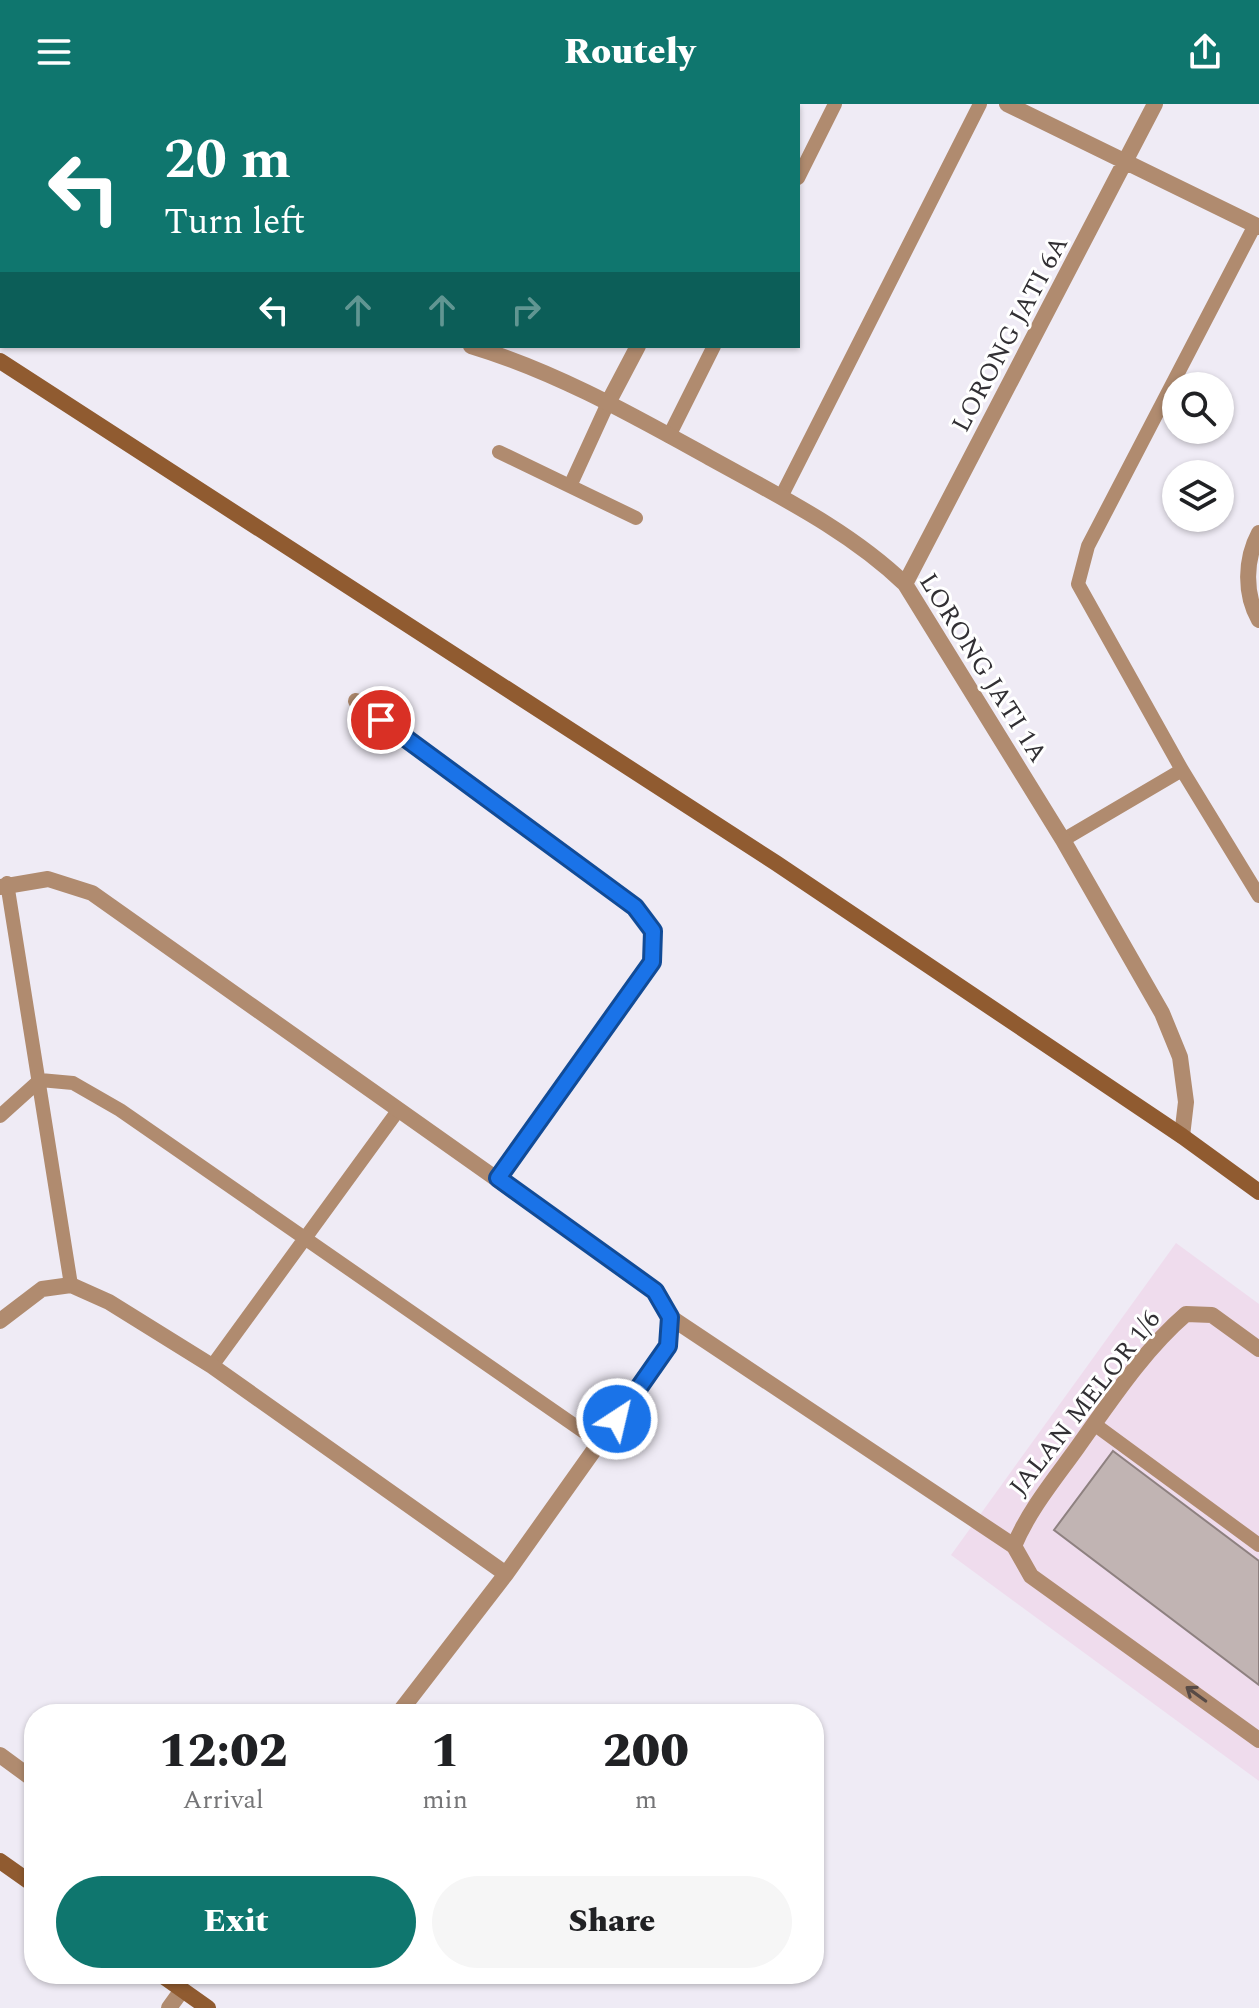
<!DOCTYPE html>
<style>
:root{--surface:#fff;--page:#f6f6f6;--text:#202124;--muted:#757577;--accent:#0f766e}
body{margin:0;font-family:Spectral,serif;background:var(--page);color:var(--text);height:100vh;display:flex;flex-direction:column;font-size:30px;white-space:nowrap}
*{box-sizing:border-box;margin:0}
p{font-size:26px;color:var(--muted)}
.icon{flex:none;width:44px;height:44px;fill:none;stroke:currentColor;stroke-width:2;stroke-linecap:round;stroke-linejoin:round}
.map{position:relative;flex:1;overflow:hidden}
.details{position:absolute;left:24px;top:1600px;width:800px;height:280px;display:flex;flex-direction:column;background:var(--surface);border-radius:32px;box-shadow:0 2px 6px #0004}
.details>*{flex:none}
.guide{position:absolute;left:0px;top:0px;width:800px;height:244px;box-shadow:0 2px 6px #0004;background:#0f766e;color:#fff;overflow:hidden}
.controls{position:absolute;left:1162px;top:268px;display:grid;gap:16px}
.controls a{display:grid;place-items:center;width:72px;height:72px;border-radius:50%;background:var(--surface);box-shadow:0 2px 6px #0004;font-size:40px}
.pin{position:absolute;display:grid;place-items:center;width:68px;height:68px;color:#fff;margin:-34px;border:4px solid #fff;border-radius:50%;box-shadow:0 2px 8px #0007}
.me{position:absolute;width:88px;margin:-44px;rotate:35deg;stroke-linejoin:round;filter:drop-shadow(0 0 6px #0008)}
.turn{display:flex;align-items:center;gap:28px;height:168px;padding:0 32px;font-size:36px}
.turn .icon{width:104px;height:104px;stroke-width:2.5}
.turn b{display:block;font-size:56px;line-height:68px}
.lanes{display:flex;align-items:center;height:76px;padding:0 32px;background:#0003;justify-content:center;gap:40px;direction:ltr}
.lanes .off{opacity:.35}
.eta{display:flex;justify-content:space-evenly;align-items:center;height:136px;text-align:center}
.eta b{font-size:48px;font-weight:800;line-height:56px}
.button{display:flex;gap:16px;margin-top:auto;padding:16px 32px}
.button a{flex:1;height:92px;border-radius:48px;background:var(--accent);color:#fff;font-size:32px;font-weight:800;line-height:92px;text-align:center}
.button a+a{background:var(--page);color:var(--text)}
header{display:flex;justify-content:space-between;align-items:center;height:104px;padding:0 32px;background:var(--accent);color:#fff;font-size:36px;font-weight:800}
.map>svg:first-child{display:block}
.commercial{fill:#efdced}
.lines{fill:none;stroke-linecap:round;stroke-linejoin:round}
.stream{stroke:#90bae3;stroke-width:10}
.building{fill:#c1b4b3;stroke:#8e8180;stroke-width:2}
.lane{stroke:#b08b6f;stroke-width:14}
.street{stroke:#b08b6f;stroke-width:16}
.secondary{stroke:#905b30;stroke-width:16}
.oneway{stroke:#584b46}
.route-casing{stroke:#114b97;stroke-width:20}
.route{stroke:#1a73e8;stroke-width:14}
.labels{text-anchor:middle;dominant-baseline:central;stroke-width:6;stroke-linejoin:round;paint-order:stroke}
.street-label{font-size:26px;fill:#323034;stroke:#fff}
</style>
<header><svg class="icon" aria-label="menu" viewBox="0 0 24 24"><path d="M4 6h16M4 12h16M4 18h16"/></svg>Routely<svg class="icon" aria-label="share" viewBox="0 0 24 24"><path d="M12 15V3M7 8l5-5 5 5M5 13v7h14v-7"/></svg></header>
<div class="map">
<svg width="1259" height="1904" viewBox="0 0 1259 1904">
<rect width="100%" height="100%" fill="#efebf5"/>
<path class="commercial" d="M 1176,1139 L 1259,1200 L 1259,1677 L 951,1451 Z"/>
<g class="lines">
<path class="stream" d="M 48,2 L 48,0"/>
</g>
<path class="building" d="M 1113,1347 L 1259,1457 L 1259,1581 L 1054,1426 Z"/>
<g class="lines">
<path class="lane" d="M 705,2 L 706,0
M 798,74 L 835,0
M 1255,121 L 1088,442 L 1078,480 L 1182,666 L 1259,792
M 669,332 L 714,242
M 499,348 L 636,414
M 570,382 L 608,299
M 781,393 L 980,0
M 1063,736 L 1182,666
M 7,779 L 71,1181
M 0,1012 L 40,976 L 73,979 L 120,1006 L 600,1339
M 212,1262 L 397,1008
M 1094,1320 L 1259,1441"/>
<path class="street" d="M 688,0 L 692,2
M 1007,0 L 1259,123
M 764,2 L 765,0
M 471,242 C 557,268 634,312 712,355 C 779,392 850,427 905,480 L 1063,736 L 1162,909 L 1180,953 L 1186,998 L 1182,1032
M 608,299 L 638,242
M 1259,429 C 1245,455 1244,490 1259,516
M 905,480 L 1155,0
M 356,597 L 635,803 L 653,827 L 652,858 L 498,1074
M 0,783 L 48,775 L 92,789 L 655,1187 L 670,1213 L 668,1242 L 506,1470 L 398,1610
M 670,1213 L 1014,1442 L 1031,1472 L 1259,1636
M 0,1217 L 42,1185 L 71,1181 L 109,1198 L 212,1262 L 506,1470
M 1014,1442 C 1029,1406 1054,1376 1077,1344 C 1110,1298 1143,1247 1186,1210 L 1212,1211 L 1259,1245
M 0,1651 L 34,1676
M 169,1904 L 182,1886"/>
<path class="secondary" d="M 0,257 L 776,759 L 1182,1032 L 1259,1088
M 0,1757 L 34,1781
M 160,1870 L 208,1904"/>
</g>
<defs><path id="oneway-shaft" d="M-6 0H5M1.5-3L5.5 0L1.5 3" fill="none" stroke-width="1.6" stroke-linecap="round" stroke-linejoin="round" transform="scale(2)"/></defs>
<use class="oneway" href="#oneway-shaft" transform="translate(1196 1590) rotate(-144)"/>
<g class="lines">
<g class="route-casing">
<path id="route" d="M 381,616 L 635,803 L 653,827 L 652,858 L 498,1074 L 655,1187 L 670,1213 L 668,1242 L 617,1315"/>
</g>
<use href="#route" class="route"/>
</g>
<g class="labels">
<g class="street-label">
<text transform="translate(1010 230) rotate(-62)">LORONG JATI 6A</text>
<text transform="translate(983 564) rotate(58)">LORONG JATI 1A</text>
<text transform="translate(1085 1299) rotate(-52)">JALAN MELOR 1/6</text>
</g>
</g>
</svg>
<div class="controls">
<a><svg class="icon" aria-label="search" viewBox="0 0 24 24"><circle cx="10" cy="10" r="6"/><path d="M15 15l6 6"/></svg></a>
<a><svg class="icon" aria-label="layers" viewBox="0 0 24 24"><path d="M12 4l9 5-9 5-9-5zM3 14l9 5 9-5"/></svg></a>
</div>
<div class="pin" style="left:381px;top:616px;background:#d93025"><svg class="icon" aria-label="arrive" viewBox="0 0 24 24"><path d="M6 21V4h12l-3 4 3 4H6"/></svg></div>
<svg class="me" style="left:617px;top:1315px" viewBox="-20 -20 40 40"><circle r="17" fill="#1a73e8" stroke="#fff" stroke-width="3"/><path d="M0-11L8 9 0 5-8 9z" fill="#fff"/></svg>
<div class="guide">
<div class="turn"><svg class="icon" aria-label="left" viewBox="0 0 24 24"><path d="M17 20v-9H6M10 6l-5 5 5 5"/></svg><div><b>20 m</b>Turn left</div></div>
<div class="lanes"><svg class="icon" aria-label="left" viewBox="0 0 24 24"><path d="M17 20v-9H6M10 6l-5 5 5 5"/></svg><svg class="icon off" aria-label="ahead" viewBox="0 0 24 24"><path d="M12 20V5M6 11l6-6 6 6"/></svg><svg class="icon off" aria-label="ahead" viewBox="0 0 24 24"><path d="M12 20V5M6 11l6-6 6 6"/></svg><svg class="icon off" aria-label="right" viewBox="0 0 24 24"><path d="M7 20v-9h11M14 6l5 5-5 5"/></svg></div>
</div>
<section class="details">
<div class="eta">
<div><b>12:02</b><p>Arrival</p></div>
<div><b>1</b><p>min</p></div>
<div><b>200</b><p>m</p></div>
</div>
<div class="button"><a>Exit</a><a>Share</a></div>
</section>
</div>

Problem to solve
In the records above, find each line that mentions the word "linecap", and copy it.

Exercise result
.icon{flex:none;width:44px;height:44px;fill:none;stroke:currentColor;stroke-width:2;stroke-linecap:round;stroke-linejoin:round}
.lines{fill:none;stroke-linecap:round;stroke-linejoin:round}
<defs><path id="oneway-shaft" d="M-6 0H5M1.5-3L5.5 0L1.5 3" fill="none" stroke-width="1.6" stroke-linecap="round" stroke-linejoin="round" transform="scale(2)"/></defs>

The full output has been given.